The horses are a favorite attraction of the thousands of tourists who visit the gorgeous beaches of Vieques each year. Tourism is the economic mainstay for the island’s approximately 9,000 residents. Damage from Maria essentially shut down the island’s tourism industry for many months, but visitors began to return as rebuilding efforts were completed.
At Nieves’ home, restoration also included a new roof that a [non-governmental] organization called Hope Builders installed. PDA now partners with Hope Builders, and One Great Hour of Sharing gifts are helping more roofs get rebuilt in Vieques.
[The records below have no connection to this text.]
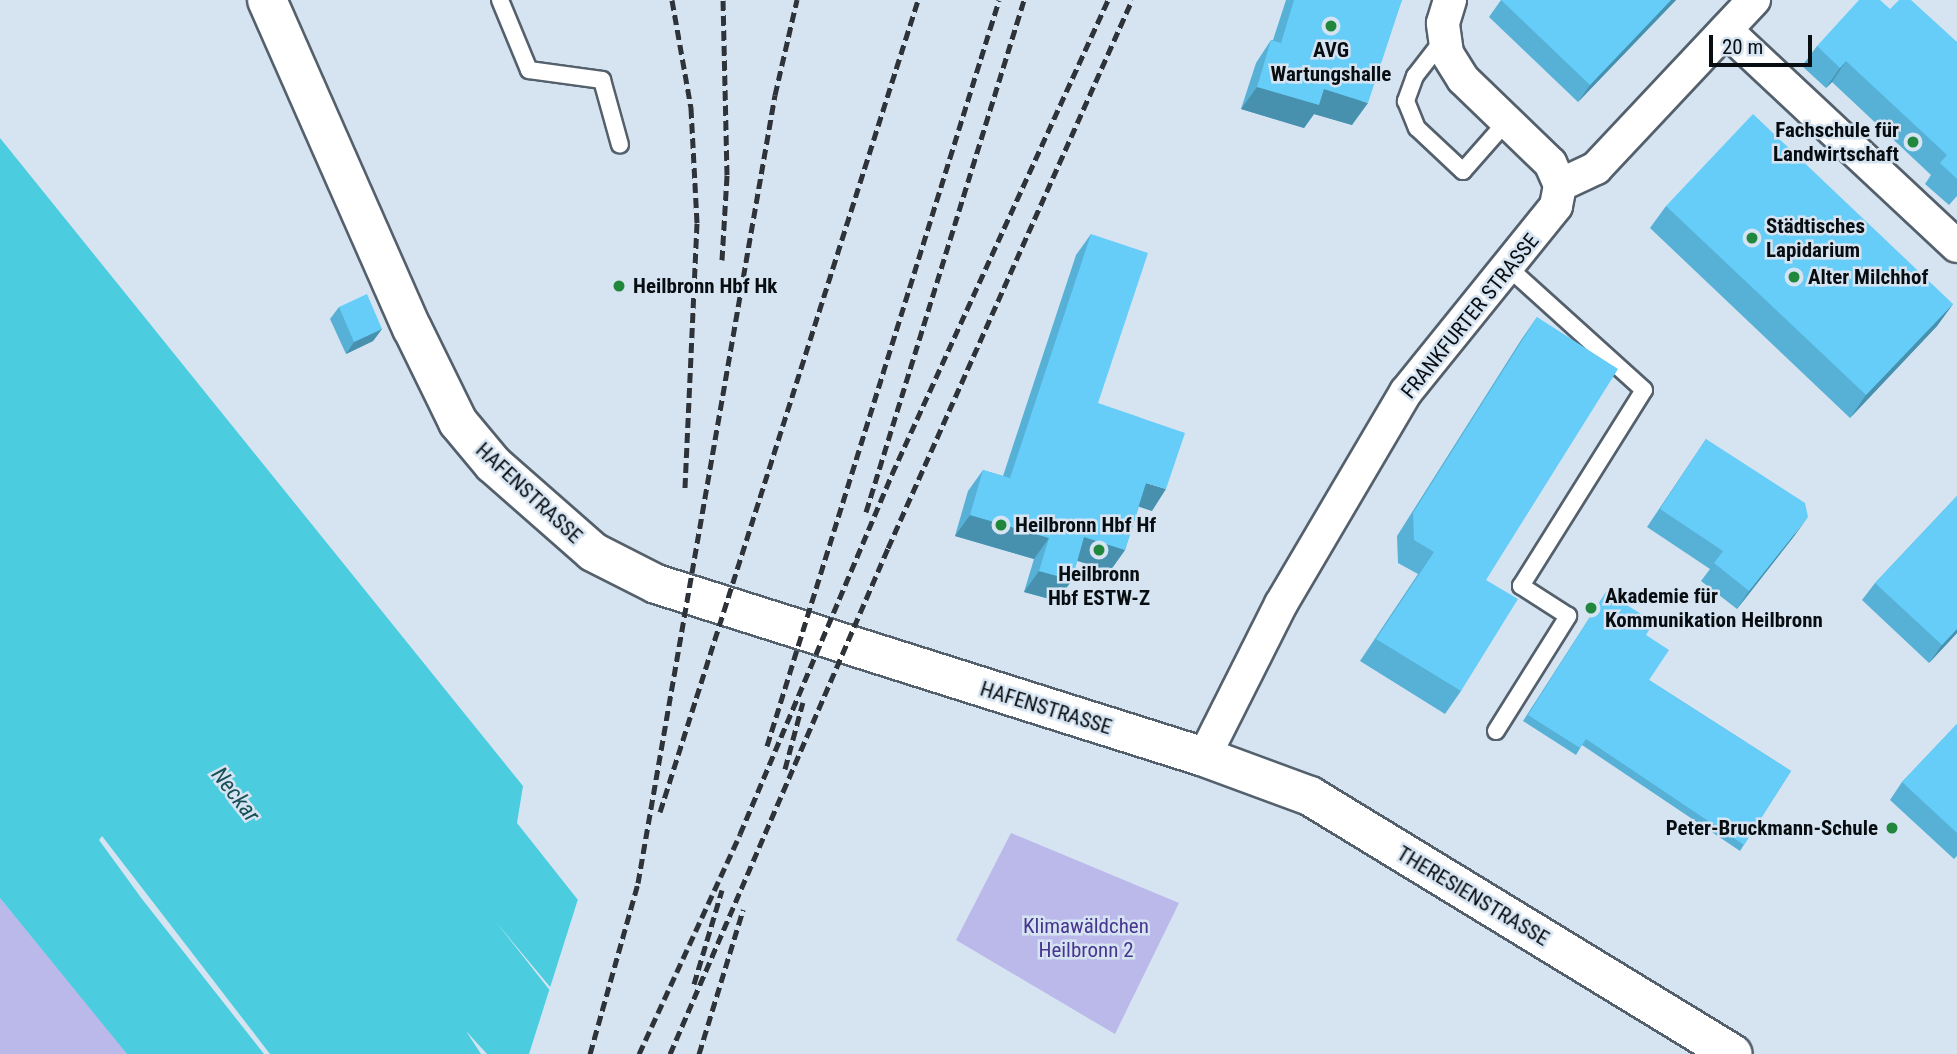 <!DOCTYPE html>
<html>
<head>
<meta charset="utf-8">
<style>
	body { margin:0 }
	#map { position:relative; width:1957px; height:1054px; overflow:hidden; background:#d6e4f2; font-family:"Roboto Condensed",sans-serif }
	div>[style] { position:absolute }
	.green>* { inset:0; background:#bbb8ea }
	.water>* { inset:0; background:#4bcddf }
	.pier>* { inset:0; background:#d6e4f2 }
	.roads { filter:drop-shadow(2px 0 #54606c) drop-shadow(-2px 0 #54606c) drop-shadow(0 2px #54606c) drop-shadow(0 -2px #54606c) }
	.lane>* { height:16px; margin:-8px; padding:0 8px; transform-origin:8px; border-radius:8px; background:#fff }
	.street>* { height:32px; margin:-16px; padding:0 16px; transform-origin:16px; border-radius:16px; background:#fff }
	.secondary>* { height:38px; margin:-19px; padding:0 19px; transform-origin:19px; border-radius:19px; background:#fff }
	.rail>* { height:5px; margin-top:-2.5px; transform-origin:0; background:repeating-linear-gradient(90deg,#2d3339 0 10px,transparent 0 15px) }
	.wall>* { inset:0; background:#57b0d5 }
	.shaded-wall>* { inset:0; background:#4790ae }
	.building>* { inset:0; background:#65cdf8 }
	.dots>* { width:19px; height:19px; translate:-50% -50%; box-sizing:border-box; border:4px solid #d6e4f2; border-radius:50% }
	span { translate:-50% -50%; white-space:nowrap; text-align:center; line-height:1.15; -webkit-text-stroke:5px #d6e4f2; paint-order:stroke }
	.poi-label { font-size:21px; color:#080d11; font-weight:700 }
	.right { translate:-100% -50%; text-align:right }
	.left { translate:0 -50%; text-align:left }
	.street-label { font-size:21px; color:#080d11 }
	.park-label { font-size:21px; color:#483590 }
	.water-label { font-size:23px; color:#195058; font-style:italic }
	.scale { position:absolute; left:1709px; top:35px; width:103px; height:32px; box-sizing:border-box; border:4px solid #080d11; border-top:0; padding-left:9px; font-size:21px; line-height:24px; white-space:nowrap; color:#080d11; -webkit-text-stroke:5px #d6e4f2; paint-order:stroke }
</style>
</head>
<body>
<div id="map">
	<div class="green">
		<div style="clip-path:polygon(1011px 833px,1179px 903px,1115px 1034px,956px 940px)"></div>
		<div style="clip-path:polygon(0 898px,113px 1036px,127px 1054px,0 1054px)"></div>
	</div>
	<div class="water">
		<div style="clip-path:polygon(0 138px,523px 786px,517px 823px,700px 1054px,606px 1054px,496px 922px,600px 1054px,487px 1054px,466px 1031px,481px 1054px,270px 1054px,102px 836px,99px 840px,142px 899px,264px 1054px,127px 1054px,0 898px)"></div>
	</div>
	<div class="pier">
		<div style="clip-path:polygon(579px 896px,703px 1052px,703px 1054px,529px 1054px)"></div>
	</div>
	<div class="roads">
		<div class="lane">
			<div style="left:500px;top:0;width:76px;rotate:67.5deg"></div>
			<div style="left:529px;top:70px;width:74px;rotate:7.8deg"></div>
			<div style="left:602px;top:80px;width:67px;rotate:74.5deg"></div>
			<div style="left:1443px;top:40px;width:46px;rotate:127.9deg"></div>
			<div style="left:1415px;top:76px;width:27px;rotate:110deg"></div>
			<div style="left:1406px;top:101px;width:29px;rotate:68deg"></div>
			<div style="left:1417px;top:128px;width:63px;rotate:43.1deg"></div>
			<div style="left:1463px;top:171px;width:67px;rotate:-48.7deg"></div>
			<div style="left:1496px;top:731px;width:136px;rotate:-57.9deg"></div>
			<div style="left:1568px;top:616px;width:56px;rotate:-147.4deg"></div>
			<div style="left:1521px;top:586px;width:231px;rotate:-57.9deg"></div>
			<div style="left:1644px;top:390px;width:185px;rotate:-137.9deg"></div>
		</div>
		<div class="street">
			<div style="left:1726px;top:30px;width:316px;rotate:43.1deg"></div>
			<div style="left:1560px;top:185px;width:40px;rotate:-25deg"></div>
			<div style="left:1596px;top:168px;width:231px;rotate:-46.8deg"></div>
			<div style="left:1204px;top:757px;width:171px;rotate:-63.3deg"></div>
			<div style="left:1281px;top:604px;width:246px;rotate:-59.5deg"></div>
			<div style="left:1406px;top:392px;width:239px;rotate:-51.1deg"></div>
			<div style="left:1556px;top:206px;width:21px;rotate:-79deg"></div>
			<div style="left:1560px;top:185px;width:24px;rotate:-114deg"></div>
			<div style="left:1550px;top:163px;width:121px;rotate:-136deg"></div>
			<div style="left:1463px;top:79px;width:31px;rotate:-122deg"></div>
			<div style="left:1447px;top:53px;width:30px;rotate:-98deg"></div>
			<div style="left:1443px;top:23px;width:24px;rotate:-73deg"></div>
		</div>
		<div class="secondary">
			<div style="left:267px;top:0;width:359px;rotate:66.2deg"></div>
			<div style="left:412px;top:328px;width:105px;rotate:63.9deg"></div>
			<div style="left:458px;top:422px;width:55px;rotate:50.2deg"></div>
			<div style="left:493px;top:464px;width:133px;rotate:41.3deg"></div>
			<div style="left:593px;top:552px;width:71px;rotate:26.9deg"></div>
			<div style="left:656px;top:584px;width:575px;rotate:17.52deg"></div>
			<div style="left:1204px;top:757px;width:113px;rotate:20.2deg"></div>
			<div style="left:1310px;top:796px;width:495px;rotate:31.4deg"></div>
		</div>
	</div>
	<div class="rail">
		<div style="left:672px;top:0;width:110px;rotate:80deg"></div>
		<div style="left:691px;top:108px;width:115px;rotate:87deg"></div>
		<div style="left:697px;top:223px;width:268px;rotate:92.6deg"></div>
		<div style="left:722px;top:260px;width:85px;rotate:-86.6deg"></div>
		<div style="left:727px;top:175px;width:175px;rotate:-91.3deg"></div>
		<div style="left:866px;top:512px;width:536px;rotate:-72.85deg"></div>
		<div style="left:767px;top:746px;width:781px;rotate:-72.72deg"></div>
		<div style="left:785px;top:769px;width:69px;rotate:-75deg"></div>
		<div style="left:660px;top:812px;width:852px;rotate:-72.37deg"></div>
		<div style="left:694px;top:984px;width:98px;rotate:-73.4deg"></div>
		<div style="left:590px;top:1054px;width:178px;rotate:-74.3deg"></div>
		<div style="left:638px;top:883px;width:800px;rotate:-80.14deg"></div>
		<div style="left:775px;top:95px;width:98px;rotate:-77deg"></div>
		<div style="left:639px;top:1054px;width:242px;rotate:-65.3deg"></div>
		<div style="left:740px;top:834px;width:391px;rotate:-67.1deg"></div>
		<div style="left:892px;top:474px;width:521px;rotate:-65.5deg"></div>
		<div style="left:670px;top:1054px;width:551px;rotate:-66.69deg"></div>
		<div style="left:888px;top:548px;width:600px;rotate:-66deg"></div>
		<div style="left:699px;top:1054px;width:151px;rotate:-73deg"></div>
	</div>
	<div class="wall">
		<div style="clip-path:polygon(1286px 0,1402px 0,1352px 125px,1314px 114px,1304px 128px,1241px 109px,1256px 63px,1271px 40px,1273px 40px)"></div>
		<div style="clip-path:polygon(1501px 0,1676px 0,1578px 102px,1489px 17px)"></div>
		<div style="clip-path:polygon(1890px 9px,1957px 42px,1957px 196px,1949px 205px,1925px 184px,1931px 175px,1832px 82px,1826px 88px,1802px 66px,1817px 46px)"></div>
		<div style="clip-path:polygon(1666px 206px,1953px 304px,1937px 326px,1850px 418px,1650px 228px)"></div>
		<div style="clip-path:polygon(1091px 234px,1098px 403px,1152px 511px,1139px 506px,1125px 550px,1110px 571px,1077px 561px,1072px 580px,1057px 601px,1024px 592px,1034px 559px,955px 536px,968px 491px,983px 470px,1003px 476px,1076px 255px)"></div>
		<div style="clip-path:polygon(339px 307px,382px 329px,373px 341px,346px 354px,330px 319px)"></div>
		<div style="clip-path:polygon(1537px 317px,1486px 580px,1461px 691px,1445px 714px,1360px 661px,1418px 574px,1398px 563px,1397px 536px,1521px 340px)"></div>
		<div style="clip-path:polygon(1706px 439px,1795px 535px,1737px 609px,1701px 581px,1710px 569px,1647px 527px)"></div>
		<div style="clip-path:polygon(1957px 496px,1957px 633px,1929px 663px,1862px 600px,1875px 583px)"></div>
		<div style="clip-path:polygon(1606px 592px,1646px 635px,1649px 680px,1791px 771px,1740px 851px,1582px 745px,1576px 755px,1523px 721px)"></div>
		<div style="clip-path:polygon(1957px 724px,1957px 856px,1954px 859px,1890px 800px,1902px 782px)"></div>
	</div>
	<div class="shaded-wall">
		<div style="clip-path:polygon(1671px 0,1676px 0,1578px 102px,1590px 85px)"></div>
		<div style="clip-path:polygon(1846px 61px,1832px 82px,1826px 88px,1840px 68px)"></div>
		<div style="clip-path:polygon(1257px 87px,1324px 89px,1368px 103px,1352px 125px,1314px 114px,1304px 128px,1241px 109px)"></div>
		<div style="clip-path:polygon(1953px 304px,1937px 326px,1850px 418px,1866px 395px)"></div>
		<div style="clip-path:polygon(382px 329px,373px 341px,346px 354px,354px 342px)"></div>
		<div style="clip-path:polygon(1146px 483px,1166px 489px,1152px 511px,1131px 504px)"></div>
		<div style="clip-path:polygon(970px 515px,1049px 538px,1034px 559px,955px 536px)"></div>
		<div style="clip-path:polygon(1808px 517px,1795px 535px,1737px 609px,1749px 591px)"></div>
		<div style="clip-path:polygon(1084px 537px,1125px 550px,1110px 571px,1069px 558px)"></div>
		<div style="clip-path:polygon(1039px 571px,1072px 580px,1057px 601px,1024px 592px)"></div>
		<div style="clip-path:polygon(1957px 629px,1957px 633px,1929px 663px,1942px 645px)"></div>
	</div>
	<div class="building">
		<div style="clip-path:polygon(1294px 0,1402px 0,1368px 103px,1324px 89px,1319px 105px,1257px 87px,1271px 40px,1281px 43px)"></div>
		<div style="clip-path:polygon(1501px 0,1671px 0,1590px 85px)"></div>
		<div style="clip-path:polygon(1859px 0,1880px 0,1890px 9px,1899px 0,1911px 0,1957px 42px,1957px 179px,1940px 163px,1947px 155px,1846px 61px,1840px 68px,1817px 46px)"></div>
		<div style="clip-path:polygon(1753px 114px,1953px 304px,1866px 395px,1666px 206px)"></div>
		<div style="clip-path:polygon(1091px 234px,1148px 253px,1098px 403px,1185px 433px,1166px 489px,1146px 483px,1125px 550px,1084px 537px,1072px 580px,1039px 571px,1049px 538px,970px 515px,983px 470px,1010px 478px)"></div>
		<div style="clip-path:polygon(367px 294px,382px 329px,354px 342px,339px 307px)"></div>
		<div style="clip-path:polygon(1537px 317px,1618px 369px,1486px 580px,1518px 599px,1461px 691px,1376px 639px,1434px 552px,1414px 540px,1413px 513px)"></div>
		<div style="clip-path:polygon(1706px 439px,1805px 503px,1808px 517px,1749px 591px,1714px 563px,1723px 551px,1660px 509px)"></div>
		<div style="clip-path:polygon(1957px 496px,1957px 629px,1942px 645px,1875px 583px)"></div>
		<div style="clip-path:polygon(1606px 592px,1654px 622px,1646px 635px,1669px 650px,1649px 680px,1791px 771px,1744px 845px,1586px 739px,1580px 748px,1528px 715px)"></div>
		<div style="clip-path:polygon(1957px 724px,1957px 833px,1902px 782px)"></div>
	</div>
	<div class="dots">
		<div style="left:1331px;top:26px;background:#20873c"></div>
		<div style="left:1913px;top:142px;background:#20873c"></div>
		<div style="left:1752px;top:238px;background:#20873c"></div>
		<div style="left:1794px;top:277px;background:#20873c"></div>
		<div style="left:619px;top:286px;background:#20873c"></div>
		<div style="left:1001px;top:525px;background:#20873c"></div>
		<div style="left:1099px;top:550px;background:#20873c"></div>
		<div style="left:1591px;top:608px;background:#20873c"></div>
		<div style="left:1892px;top:828px;background:#20873c"></div>
	</div>
	<div class="poi-label">
		<span style="left:1331px;top:62px">AVG<br>Wartungshalle</span>
		<span class="right" style="left:1899px;top:142px">Fachschule für<br>Landwirtschaft</span>
		<span class="left" style="left:1766px;top:238px">Städtisches<br>Lapidarium</span>
		<span class="left" style="left:1808px;top:277px">Alter Milchhof</span>
		<span class="left" style="left:633px;top:286px">Heilbronn Hbf Hk</span>
		<span class="left" style="left:1015px;top:525px">Heilbronn Hbf Hf</span>
		<span style="left:1099px;top:586px">Heilbronn<br>Hbf ESTW-Z</span>
		<span class="left" style="left:1605px;top:608px">Akademie für<br>Kommunikation Heilbronn</span>
		<span class="right" style="left:1878px;top:828px">Peter-Bruckmann-Schule</span>
	</div>
	<div class="street-label">
		<span style="left:1470px;top:316px;rotate:-51deg">FRANKFURTER STRASSE</span>
		<span style="left:529px;top:493px;rotate:43deg">HAFENSTRASSE</span>
		<span style="left:1046px;top:708px;rotate:17deg">HAFENSTRASSE</span>
		<span style="left:1473px;top:896px;rotate:31deg">THERESIENSTRASSE</span>
	</div>
	<div class="park-label">
		<span style="left:1086px;top:938px">Klimawäldchen<br>Heilbronn 2</span>
	</div>
	<div class="water-label">
		<span style="left:235px;top:795px;rotate:52deg">Neckar</span>
	</div>
	<div class="scale">20 m</div>
</div>
</body>
</html>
In Puerto Rico, One Great Hour of Sharing gifts are not only helping this U.S. territory’s remote places like Vieques recover from Hurricane Maria, but they also are at work in impoverished communities in San Juan, Puerto Rico’s capital and largest city.
Luis Ramos Salgado’s home was among the 1,200 in the communities surrounding the Martín Peña Channel whose roofs were blown away by Hurricane Maria. His already-fragile home would have done little to protect him from the fierce winds that ripped through the community. Had he not taken cover elsewhere when the storm hit, “I’d be dead,” he said.
Salgado is once again enjoying living in the only home he has ever known, and now it has a new roof designed to withstand hurricane-force winds. One Great Hour of Sharing gifts are helping the G-8, a community-based nonprofit group, in its efforts to rebuild roofs in eight communities near the Martín Peña Channel. It has replaced more than 100 roofs.
Founded in 2004, the G-8 promotes community-building activities, sports programs and cultural offerings. The communities it serves include people whose families built modest dwellings near the channel as far back as five generations ago. “The houses aren’t very secure,” said María del Mar Santiago Cruz, coordinador for the G-8. “You have to improve the homes so that you can put on a new roof.”
Many of the families living in the Martín Peña Channel area built their homes on what was then public land and did not secure a deed to their property. In recent years, the U.S. Army Corp of Engineers has made plans to dredge the channel and make other improvements to the waterway.
This action promises to make the area, located close to San Juan’s financial district, airport and universities, ripe for development and gentrification, and the deedless residents could be forced to leave.
A sister organization to the G-8, the Martin Peña Channel Land Trust, has taken steps to protect the residents. The land trust acquired the property and residents are applying for surface-rights deeds to their houses.
The three programs supported by One Great Hour of Sharing — Presbyterian Disaster Assistance, the Presbyterian Committee on the Self-Development of People and the Presbyterian Hunger Program — are helping to make the project possible. They made grants that are partially paying the salary of a community facilitator who is helping families with, among other things, the tedious task of documenting their eligibility for a deed.
Mariolga Juliá Pacheco, special projects manager for the land trust, said the Presbyterian Church (U.S.A.)’s involvement with the Martin Peña Channel communities is “preaching by your actions.”